- **Assignment**
Reproduce the material that follows, keeping every line exactly as it is.

= Beginning of Section =

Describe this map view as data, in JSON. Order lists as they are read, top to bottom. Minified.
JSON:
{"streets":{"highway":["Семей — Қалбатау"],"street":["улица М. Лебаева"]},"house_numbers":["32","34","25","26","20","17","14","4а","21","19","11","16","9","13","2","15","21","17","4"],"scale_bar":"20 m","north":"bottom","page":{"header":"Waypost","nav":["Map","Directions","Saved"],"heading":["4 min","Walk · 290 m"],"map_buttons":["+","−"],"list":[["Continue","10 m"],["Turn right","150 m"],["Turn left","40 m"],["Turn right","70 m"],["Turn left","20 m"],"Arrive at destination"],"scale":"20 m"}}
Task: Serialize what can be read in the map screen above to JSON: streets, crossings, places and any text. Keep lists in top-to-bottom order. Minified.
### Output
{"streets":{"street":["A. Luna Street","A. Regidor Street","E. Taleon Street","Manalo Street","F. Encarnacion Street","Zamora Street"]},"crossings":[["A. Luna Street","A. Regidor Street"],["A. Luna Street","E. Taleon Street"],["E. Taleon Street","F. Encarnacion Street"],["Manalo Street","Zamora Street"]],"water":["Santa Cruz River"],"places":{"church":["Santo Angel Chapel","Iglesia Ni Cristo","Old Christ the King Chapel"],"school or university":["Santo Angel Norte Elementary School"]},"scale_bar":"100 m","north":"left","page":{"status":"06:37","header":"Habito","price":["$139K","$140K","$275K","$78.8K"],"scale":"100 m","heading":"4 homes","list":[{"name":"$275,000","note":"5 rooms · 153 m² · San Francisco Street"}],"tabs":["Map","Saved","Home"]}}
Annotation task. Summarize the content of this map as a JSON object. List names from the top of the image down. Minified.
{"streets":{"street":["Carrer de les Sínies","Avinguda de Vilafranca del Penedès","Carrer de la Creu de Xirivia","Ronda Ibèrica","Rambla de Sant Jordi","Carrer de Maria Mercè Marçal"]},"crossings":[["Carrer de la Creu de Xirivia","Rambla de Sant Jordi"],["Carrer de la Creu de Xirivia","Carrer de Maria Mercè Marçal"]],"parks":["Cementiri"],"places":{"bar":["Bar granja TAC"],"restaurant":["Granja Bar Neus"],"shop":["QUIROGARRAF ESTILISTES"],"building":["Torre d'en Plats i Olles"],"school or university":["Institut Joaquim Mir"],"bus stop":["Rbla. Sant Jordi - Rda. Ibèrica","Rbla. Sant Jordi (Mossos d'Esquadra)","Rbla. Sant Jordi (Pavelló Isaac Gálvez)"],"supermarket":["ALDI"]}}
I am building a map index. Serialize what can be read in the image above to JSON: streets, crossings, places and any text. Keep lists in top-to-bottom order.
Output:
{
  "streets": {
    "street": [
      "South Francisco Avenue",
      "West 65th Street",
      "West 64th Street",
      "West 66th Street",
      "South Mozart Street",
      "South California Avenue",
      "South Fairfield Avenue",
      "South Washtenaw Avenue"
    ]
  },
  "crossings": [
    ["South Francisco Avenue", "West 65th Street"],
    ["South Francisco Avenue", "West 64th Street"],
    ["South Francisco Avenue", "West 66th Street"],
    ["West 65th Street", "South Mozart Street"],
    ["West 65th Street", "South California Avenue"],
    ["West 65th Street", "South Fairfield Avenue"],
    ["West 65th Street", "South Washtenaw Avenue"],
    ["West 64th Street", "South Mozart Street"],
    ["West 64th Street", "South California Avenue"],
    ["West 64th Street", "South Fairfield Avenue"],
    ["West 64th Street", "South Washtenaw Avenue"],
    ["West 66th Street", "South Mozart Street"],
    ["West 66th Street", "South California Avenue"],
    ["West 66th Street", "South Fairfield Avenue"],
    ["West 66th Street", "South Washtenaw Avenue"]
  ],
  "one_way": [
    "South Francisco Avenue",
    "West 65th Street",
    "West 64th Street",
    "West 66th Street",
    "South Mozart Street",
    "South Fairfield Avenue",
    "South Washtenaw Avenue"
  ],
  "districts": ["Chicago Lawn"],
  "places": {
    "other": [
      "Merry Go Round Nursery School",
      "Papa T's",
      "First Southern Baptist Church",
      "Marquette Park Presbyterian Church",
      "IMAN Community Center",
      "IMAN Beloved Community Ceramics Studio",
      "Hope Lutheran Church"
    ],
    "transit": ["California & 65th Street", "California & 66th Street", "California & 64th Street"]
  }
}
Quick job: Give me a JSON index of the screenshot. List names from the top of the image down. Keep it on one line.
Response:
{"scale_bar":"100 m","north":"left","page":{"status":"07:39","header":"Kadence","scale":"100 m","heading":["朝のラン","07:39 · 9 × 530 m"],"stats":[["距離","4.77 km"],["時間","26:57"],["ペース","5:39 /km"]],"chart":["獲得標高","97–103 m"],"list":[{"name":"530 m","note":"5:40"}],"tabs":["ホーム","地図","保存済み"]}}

= End of Section =

- **Answer to this exercise**
Describe this map view as data, in JSON. Order lists as they are read, top to bottom. Minified.
JSON:
{"streets":{"highway":["Семей — Қалбатау"],"street":["улица М. Лебаева"]},"house_numbers":["32","34","25","26","20","17","14","4а","21","19","11","16","9","13","2","15","21","17","4"],"scale_bar":"20 m","north":"bottom","page":{"header":"Waypost","nav":["Map","Directions","Saved"],"heading":["4 min","Walk · 290 m"],"map_buttons":["+","−"],"list":[["Continue","10 m"],["Turn right","150 m"],["Turn left","40 m"],["Turn right","70 m"],["Turn left","20 m"],"Arrive at destination"],"scale":"20 m"}}
Task: Serialize what can be read in the map screen above to JSON: streets, crossings, places and any text. Keep lists in top-to-bottom order. Minified.
### Output
{"streets":{"street":["A. Luna Street","A. Regidor Street","E. Taleon Street","Manalo Street","F. Encarnacion Street","Zamora Street"]},"crossings":[["A. Luna Street","A. Regidor Street"],["A. Luna Street","E. Taleon Street"],["E. Taleon Street","F. Encarnacion Street"],["Manalo Street","Zamora Street"]],"water":["Santa Cruz River"],"places":{"church":["Santo Angel Chapel","Iglesia Ni Cristo","Old Christ the King Chapel"],"school or university":["Santo Angel Norte Elementary School"]},"scale_bar":"100 m","north":"left","page":{"status":"06:37","header":"Habito","price":["$139K","$140K","$275K","$78.8K"],"scale":"100 m","heading":"4 homes","list":[{"name":"$275,000","note":"5 rooms · 153 m² · San Francisco Street"}],"tabs":["Map","Saved","Home"]}}
Annotation task. Summarize the content of this map as a JSON object. List names from the top of the image down. Minified.
{"streets":{"street":["Carrer de les Sínies","Avinguda de Vilafranca del Penedès","Carrer de la Creu de Xirivia","Ronda Ibèrica","Rambla de Sant Jordi","Carrer de Maria Mercè Marçal"]},"crossings":[["Carrer de la Creu de Xirivia","Rambla de Sant Jordi"],["Carrer de la Creu de Xirivia","Carrer de Maria Mercè Marçal"]],"parks":["Cementiri"],"places":{"bar":["Bar granja TAC"],"restaurant":["Granja Bar Neus"],"shop":["QUIROGARRAF ESTILISTES"],"building":["Torre d'en Plats i Olles"],"school or university":["Institut Joaquim Mir"],"bus stop":["Rbla. Sant Jordi - Rda. Ibèrica","Rbla. Sant Jordi (Mossos d'Esquadra)","Rbla. Sant Jordi (Pavelló Isaac Gálvez)"],"supermarket":["ALDI"]}}
I am building a map index. Serialize what can be read in the image above to JSON: streets, crossings, places and any text. Keep lists in top-to-bottom order.
Output:
{
  "streets": {
    "street": [
      "South Francisco Avenue",
      "West 65th Street",
      "West 64th Street",
      "West 66th Street",
      "South Mozart Street",
      "South California Avenue",
      "South Fairfield Avenue",
      "South Washtenaw Avenue"
    ]
  },
  "crossings": [
    ["South Francisco Avenue", "West 65th Street"],
    ["South Francisco Avenue", "West 64th Street"],
    ["South Francisco Avenue", "West 66th Street"],
    ["West 65th Street", "South Mozart Street"],
    ["West 65th Street", "South California Avenue"],
    ["West 65th Street", "South Fairfield Avenue"],
    ["West 65th Street", "South Washtenaw Avenue"],
    ["West 64th Street", "South Mozart Street"],
    ["West 64th Street", "South California Avenue"],
    ["West 64th Street", "South Fairfield Avenue"],
    ["West 64th Street", "South Washtenaw Avenue"],
    ["West 66th Street", "South Mozart Street"],
    ["West 66th Street", "South California Avenue"],
    ["West 66th Street", "South Fairfield Avenue"],
    ["West 66th Street", "South Washtenaw Avenue"]
  ],
  "one_way": [
    "South Francisco Avenue",
    "West 65th Street",
    "West 64th Street",
    "West 66th Street",
    "South Mozart Street",
    "South Fairfield Avenue",
    "South Washtenaw Avenue"
  ],
  "districts": ["Chicago Lawn"],
  "places": {
    "other": [
      "Merry Go Round Nursery School",
      "Papa T's",
      "First Southern Baptist Church",
      "Marquette Park Presbyterian Church",
      "IMAN Community Center",
      "IMAN Beloved Community Ceramics Studio",
      "Hope Lutheran Church"
    ],
    "transit": ["California & 65th Street", "California & 66th Street", "California & 64th Street"]
  }
}
Quick job: Give me a JSON index of the screenshot. List names from the top of the image down. Keep it on one line.
Response:
{"scale_bar":"100 m","north":"left","page":{"status":"07:39","header":"Kadence","scale":"100 m","heading":["朝のラン","07:39 · 9 × 530 m"],"stats":[["距離","4.77 km"],["時間","26:57"],["ペース","5:39 /km"]],"chart":["獲得標高","97–103 m"],"list":[{"name":"530 m","note":"5:40"}],"tabs":["ホーム","地図","保存済み"]}}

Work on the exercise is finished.